For the 12-month period ending December 31, 2019, the airport had 4,992 aircraft operations, an average of 96 per week, entirely general aviation. For the same time period, there were eight aircraft based at the airport, all single-engine airplanes.

=== Airport upgrades ===
In late 2014 and early 2015, when work on the pilot's lounge first began, the terminal's ductwork system was designed and constructed by students at the college technical center in Harrison.

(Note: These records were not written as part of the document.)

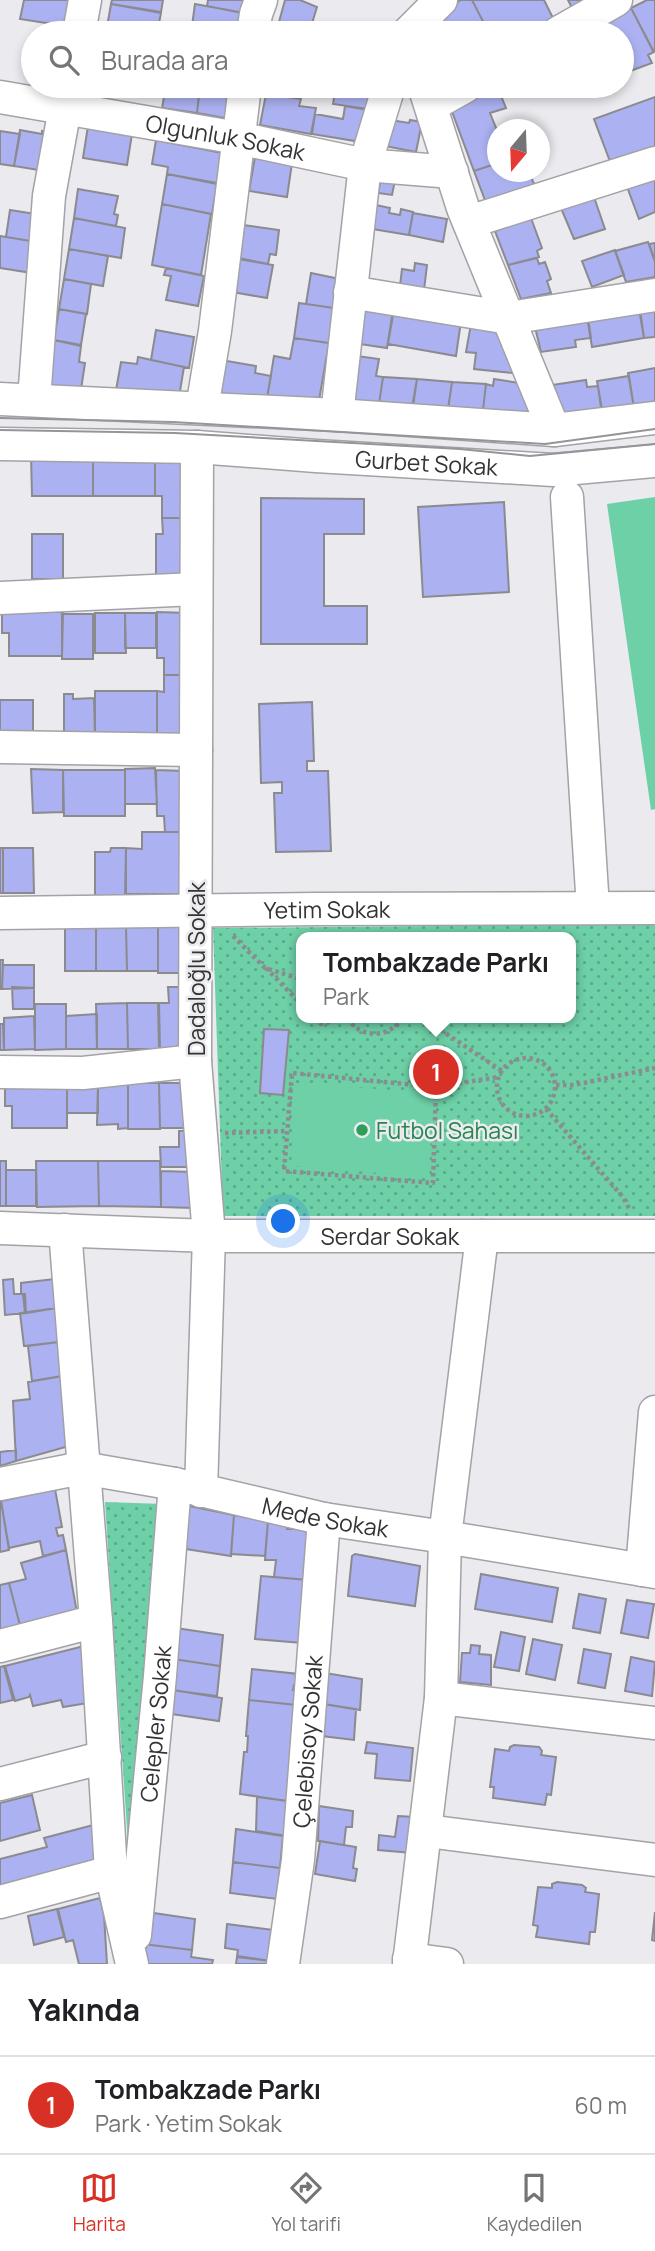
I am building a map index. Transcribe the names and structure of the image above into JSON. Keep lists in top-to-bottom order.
{
  "streets": {
    "street": [
      "Olgunluk Sokak",
      "Gurbet Sokak",
      "Yetim Sokak",
      "Dadaloğlu Sokak",
      "Serdar Sokak",
      "Mede Sokak",
      "Celepler Sokak",
      "Çelebisoy Sokak"
    ]
  },
  "crossings": [
    ["Gurbet Sokak", "Dadaloğlu Sokak"],
    ["Yetim Sokak", "Dadaloğlu Sokak"],
    ["Dadaloğlu Sokak", "Serdar Sokak"],
    ["Dadaloğlu Sokak", "Mede Sokak"],
    ["Dadaloğlu Sokak", "Celepler Sokak"],
    ["Mede Sokak", "Celepler Sokak"],
    ["Mede Sokak", "Çelebisoy Sokak"]
  ],
  "places": ["Futbol Sahası"],
  "north": "bottom",
  "page": {
    "search": "Burada ara",
    "popup": ["Tombakzade Parkı", "Park"],
    "pins": "1",
    "heading": "Yakında",
    "list": [
      {
        "mark": "1",
        "name": "Tombakzade Parkı",
        "note": "Park · Yetim Sokak",
        "value": "60 m"
      }
    ],
    "nav": ["Harita", "Yol tarifi", "Kaydedilen"]
  }
}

In 2021, significant upgrades were made at the airport. The airport approved money for upgrades and the completion of a pilot's lounge at the airport. Upgrades to lighting at the airport were originally begun years earlier, but work on the pilot's lounge were paused because the hangar housing it is low-lying and therefore prone to flooding. Governing authorities waited for five years for a cost assessment on what extra repairs and building projects would cost.

In 2022, funds were approved to perform work on the airport's runway. However, the approved crack sealing was not fully completed by the third party contractor hired by the county to complete the work.

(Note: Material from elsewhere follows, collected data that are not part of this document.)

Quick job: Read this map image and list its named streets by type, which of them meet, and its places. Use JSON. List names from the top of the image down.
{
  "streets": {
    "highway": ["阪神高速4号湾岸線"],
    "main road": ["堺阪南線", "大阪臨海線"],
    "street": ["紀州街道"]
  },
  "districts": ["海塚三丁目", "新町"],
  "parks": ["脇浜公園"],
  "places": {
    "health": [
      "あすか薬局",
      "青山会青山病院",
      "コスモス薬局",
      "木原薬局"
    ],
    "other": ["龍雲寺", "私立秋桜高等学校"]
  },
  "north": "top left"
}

In 2024, the airport received a grant to remove trees from airport property to ensure a clear flight path for aircraft using the airport. Additional work is planned for the spring of 2024, including repairing the airport's rotating beacon, windsock, and turf runways.

In 2025, the airport received a grant to remove the old outdated runway lights and replace them with FAA approved lights. This grant however, was held from the airport for several months while multiple Clare County Commissioners argued over if they wanted to keep the airport open. However, on May 21st 2025, with a 7:2 vote, the board accepted the grant. Also in 2025, 5 servicemen from the Michigan Army National Guard 107th Engineer Battalion spent 5 days of their summer Guard training week conducting a survey of the airport property as part of an Innovative Readiness Training. IRT is a Department of Defense program that enables Guard members to work on enduring projects which benefit communities while simultaneously creating joint training opportunities to increase deployment readiness.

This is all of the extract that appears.